(WHAT THE TASK ASKS): Set down, word for word, only the lines from the start of the records through the line bearing "1px #a8acb3) drop-shadow(0"; include no pictures.

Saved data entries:
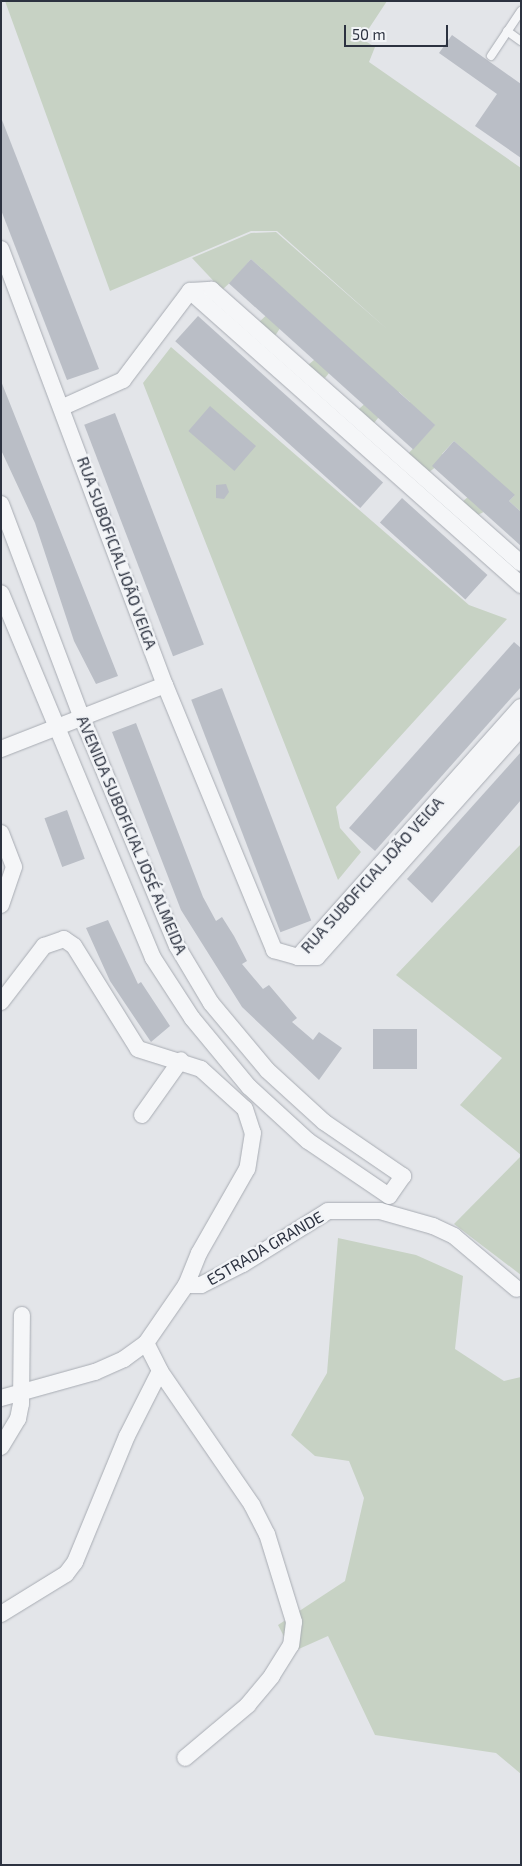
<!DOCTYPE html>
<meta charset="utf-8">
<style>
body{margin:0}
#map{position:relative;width:522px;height:1866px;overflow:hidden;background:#e3e5e9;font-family:"Exo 2",sans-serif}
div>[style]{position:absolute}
.green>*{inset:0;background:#c7d2c4}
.building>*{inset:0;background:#babec6;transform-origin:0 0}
.roads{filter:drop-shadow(0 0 1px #a8acb3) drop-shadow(0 0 1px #a8acb3)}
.lane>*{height:8px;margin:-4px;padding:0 4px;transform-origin:4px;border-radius:4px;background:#f5f6f8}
.street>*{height:16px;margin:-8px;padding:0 8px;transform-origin:8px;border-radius:8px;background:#f5f6f8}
span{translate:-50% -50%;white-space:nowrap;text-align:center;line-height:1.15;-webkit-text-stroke:5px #f2f4f7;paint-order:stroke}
.street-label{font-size:16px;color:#2c3240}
.frame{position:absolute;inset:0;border:2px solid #2c3240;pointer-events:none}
.scale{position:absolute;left:344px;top:25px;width:104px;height:22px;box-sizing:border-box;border:2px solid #2c3240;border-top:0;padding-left:6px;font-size:15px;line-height:18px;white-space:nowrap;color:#2c3240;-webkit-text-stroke:4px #f2f4f7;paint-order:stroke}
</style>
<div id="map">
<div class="green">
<div style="clip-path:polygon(5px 1px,387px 1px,362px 39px,375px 47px,369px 62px,521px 168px,521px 512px,509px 501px,515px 495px,478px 515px,462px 502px,475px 491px,465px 451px,454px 441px,442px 454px,447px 458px,428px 473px,407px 455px,435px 425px,424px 416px,419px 421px,406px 410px,410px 402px,399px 392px,374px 423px,359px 409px,371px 398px,355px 365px,360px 358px,349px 348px,325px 378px,307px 366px,321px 354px,284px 322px,275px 336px,258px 323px,273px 309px,257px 276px,262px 269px,251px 259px,240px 272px,245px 277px,236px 277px,222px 290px,192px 258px,251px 233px,276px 232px,387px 329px,277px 231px,251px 231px,110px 291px)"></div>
<div style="clip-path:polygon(171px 347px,469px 605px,507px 619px,336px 807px,340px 828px,361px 852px,338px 880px,143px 383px)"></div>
<div style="clip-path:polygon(521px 844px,521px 1155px,460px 1105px,502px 1058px,396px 975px)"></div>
<div style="clip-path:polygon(521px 1156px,521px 1275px,454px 1224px)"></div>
<div style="clip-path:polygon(338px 1238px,416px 1255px,463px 1276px,455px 1349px,504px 1381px,521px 1377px,521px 1774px,496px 1753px,375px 1735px,328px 1636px,292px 1652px,278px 1625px,345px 1581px,364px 1498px,349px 1461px,315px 1456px,291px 1435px,327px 1373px)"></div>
</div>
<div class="building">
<div style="clip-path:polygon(452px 35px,521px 84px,521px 158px,475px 126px,497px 94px,439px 53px)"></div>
<div style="clip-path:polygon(2px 120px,99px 369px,67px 380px,1px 210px)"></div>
<div style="left:251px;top:259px;width:248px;height:33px;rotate:42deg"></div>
<div style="left:198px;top:316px;width:249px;height:34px;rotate:42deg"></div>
<div style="clip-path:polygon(1px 381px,118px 676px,96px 684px,74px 641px,35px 523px,1px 450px)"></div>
<div style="left:210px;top:406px;width:61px;height:33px;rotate:41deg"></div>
<div style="left:115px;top:413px;width:248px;height:33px;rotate:69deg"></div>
<div style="clip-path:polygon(454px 441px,515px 495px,509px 501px,521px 512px,521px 546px,432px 466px)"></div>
<div style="clip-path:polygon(226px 484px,229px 492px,224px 499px,216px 498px,216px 485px)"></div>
<div style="left:402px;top:498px;width:115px;height:33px;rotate:42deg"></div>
<div style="clip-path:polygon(514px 642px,521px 648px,521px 687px,375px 851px,349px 828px)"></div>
<div style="left:222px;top:688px;width:249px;height:33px;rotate:69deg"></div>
<div style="clip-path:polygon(136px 723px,203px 897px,216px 921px,222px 917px,234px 936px,247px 961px,242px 964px,263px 989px,269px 985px,297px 1018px,292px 1022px,313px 1040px,319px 1032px,342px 1048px,319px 1080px,242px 1007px,181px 910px,112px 732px)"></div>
<div style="clip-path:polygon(521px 752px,521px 800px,432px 903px,407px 879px)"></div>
<div style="left:67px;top:810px;width:52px;height:24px;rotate:70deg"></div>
<div style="clip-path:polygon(108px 920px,138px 984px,141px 982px,170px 1026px,151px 1042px,110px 981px,86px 928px)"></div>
<div style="left:373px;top:1029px;width:44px;height:40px"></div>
</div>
<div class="roads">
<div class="lane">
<div style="left:507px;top:31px;width:17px;rotate:36deg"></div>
<div style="left:491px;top:56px;width:54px;rotate:-56.3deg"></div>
</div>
<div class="street">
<div style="left:1px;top:249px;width:466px;rotate:69.4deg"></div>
<div style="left:165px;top:685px;width:287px;rotate:67.6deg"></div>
<div style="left:274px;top:950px;width:25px;rotate:16deg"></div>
<div style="left:298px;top:957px;width:19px"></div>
<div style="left:317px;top:957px;width:307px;rotate:-48.3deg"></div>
<div style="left:190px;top:291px;width:443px;rotate:41.6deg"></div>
<div style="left:63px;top:407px;width:66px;rotate:-24.2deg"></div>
<div style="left:123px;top:380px;width:111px;rotate:-53deg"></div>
<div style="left:190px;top:291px;width:22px;rotate:-3deg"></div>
<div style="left:212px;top:290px;width:412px;rotate:41.5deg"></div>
<div style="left:1px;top:504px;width:229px;rotate:69.3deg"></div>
<div style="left:82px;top:718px;width:247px;rotate:67.4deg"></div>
<div style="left:177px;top:946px;width:66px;rotate:59.2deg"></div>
<div style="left:211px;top:1003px;width:87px;rotate:50.1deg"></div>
<div style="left:267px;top:1070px;width:77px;rotate:42.4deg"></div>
<div style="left:324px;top:1122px;width:96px;rotate:34.4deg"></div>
<div style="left:403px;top:1176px;width:24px;rotate:125deg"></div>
<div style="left:389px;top:1196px;width:98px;rotate:-145.8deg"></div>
<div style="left:308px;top:1141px;width:80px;rotate:-137.5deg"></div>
<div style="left:249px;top:1087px;width:89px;rotate:-129.6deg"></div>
<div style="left:192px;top:1018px;width:72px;rotate:-123deg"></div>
<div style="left:153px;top:958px;width:395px;rotate:-112.6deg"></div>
<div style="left:1px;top:749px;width:176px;rotate:-21.3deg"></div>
<div style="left:1px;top:833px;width:36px;rotate:69deg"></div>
<div style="left:14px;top:867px;width:40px;rotate:108.9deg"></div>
<div style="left:298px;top:957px;width:335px;rotate:-48.3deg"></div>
<div style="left:1px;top:1002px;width:71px;rotate:-52.5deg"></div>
<div style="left:44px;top:946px;width:21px;rotate:-19deg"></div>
<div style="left:64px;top:939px;width:12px;rotate:35deg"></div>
<div style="left:74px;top:946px;width:121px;rotate:58.1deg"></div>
<div style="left:138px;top:1049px;width:66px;rotate:17.6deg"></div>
<div style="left:201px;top:1069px;width:59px;rotate:42.3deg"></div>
<div style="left:245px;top:1109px;width:25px;rotate:72deg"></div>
<div style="left:253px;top:1133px;width:36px;rotate:99deg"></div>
<div style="left:247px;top:1169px;width:97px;rotate:119.7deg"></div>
<div style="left:199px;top:1253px;width:35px;rotate:112deg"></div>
<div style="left:142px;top:1115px;width:67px;rotate:-54.7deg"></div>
<div style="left:146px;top:1343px;width:31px;rotate:63deg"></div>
<div style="left:160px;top:1371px;width:163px;rotate:55.5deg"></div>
<div style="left:252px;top:1505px;width:33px;rotate:63deg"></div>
<div style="left:267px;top:1534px;width:92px;rotate:72.9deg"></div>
<div style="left:294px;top:1622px;width:23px;rotate:97deg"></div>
<div style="left:291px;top:1645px;width:36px;rotate:122deg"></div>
<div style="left:272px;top:1676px;width:38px;rotate:130deg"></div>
<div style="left:248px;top:1705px;width:82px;rotate:139.9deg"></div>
<div style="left:1px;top:1398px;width:98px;rotate:-15.5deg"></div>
<div style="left:95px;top:1372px;width:32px;rotate:-24deg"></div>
<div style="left:124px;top:1359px;width:27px;rotate:-36deg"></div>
<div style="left:146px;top:1343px;width:70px;rotate:-55.4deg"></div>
<div style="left:186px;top:1285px;width:15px"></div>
<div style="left:201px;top:1285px;width:47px;rotate:-26.6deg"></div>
<div style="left:243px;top:1264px;width:100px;rotate:-31.9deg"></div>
<div style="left:328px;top:1211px;width:52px"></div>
<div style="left:380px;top:1211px;width:55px;rotate:15.8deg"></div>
<div style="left:433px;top:1226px;width:23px;rotate:25deg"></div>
<div style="left:454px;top:1236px;width:82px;rotate:40.1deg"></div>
<div style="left:1px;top:1447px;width:33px;rotate:-59deg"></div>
<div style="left:18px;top:1419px;width:15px;rotate:-79deg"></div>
<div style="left:21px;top:1404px;width:89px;rotate:-89.4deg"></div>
<div style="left:1px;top:1614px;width:76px;rotate:-31.6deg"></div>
<div style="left:66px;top:1574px;width:15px;rotate:-53deg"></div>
<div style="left:75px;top:1562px;width:136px;rotate:-67.6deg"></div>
<div style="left:127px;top:1436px;width:73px;rotate:-63.1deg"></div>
</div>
</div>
<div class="street-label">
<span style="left:117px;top:553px;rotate:70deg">RUA SUBOFICIAL JOÃO VEIGA</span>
<span style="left:132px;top:835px;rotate:67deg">AVENIDA SUBOFICIAL JOSÉ ALMEIDA</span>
<span style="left:372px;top:875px;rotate:-48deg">RUA SUBOFICIAL JOÃO VEIGA</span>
<span style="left:265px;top:1248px;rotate:-30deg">ESTRADA GRANDE</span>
</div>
<div class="frame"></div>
<div class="scale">50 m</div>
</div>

(RESPONSE AREA):
<!DOCTYPE html>
<meta charset="utf-8">
<style>
body{margin:0}
#map{position:relative;width:522px;height:1866px;overflow:hidden;background:#e3e5e9;font-family:"Exo 2",sans-serif}
div>[style]{position:absolute}
.green>*{inset:0;background:#c7d2c4}
.building>*{inset:0;background:#babec6;transform-origin:0 0}
.roads{filter:drop-shadow(0 0 1px #a8acb3) drop-shadow(0 0 1px #a8acb3)}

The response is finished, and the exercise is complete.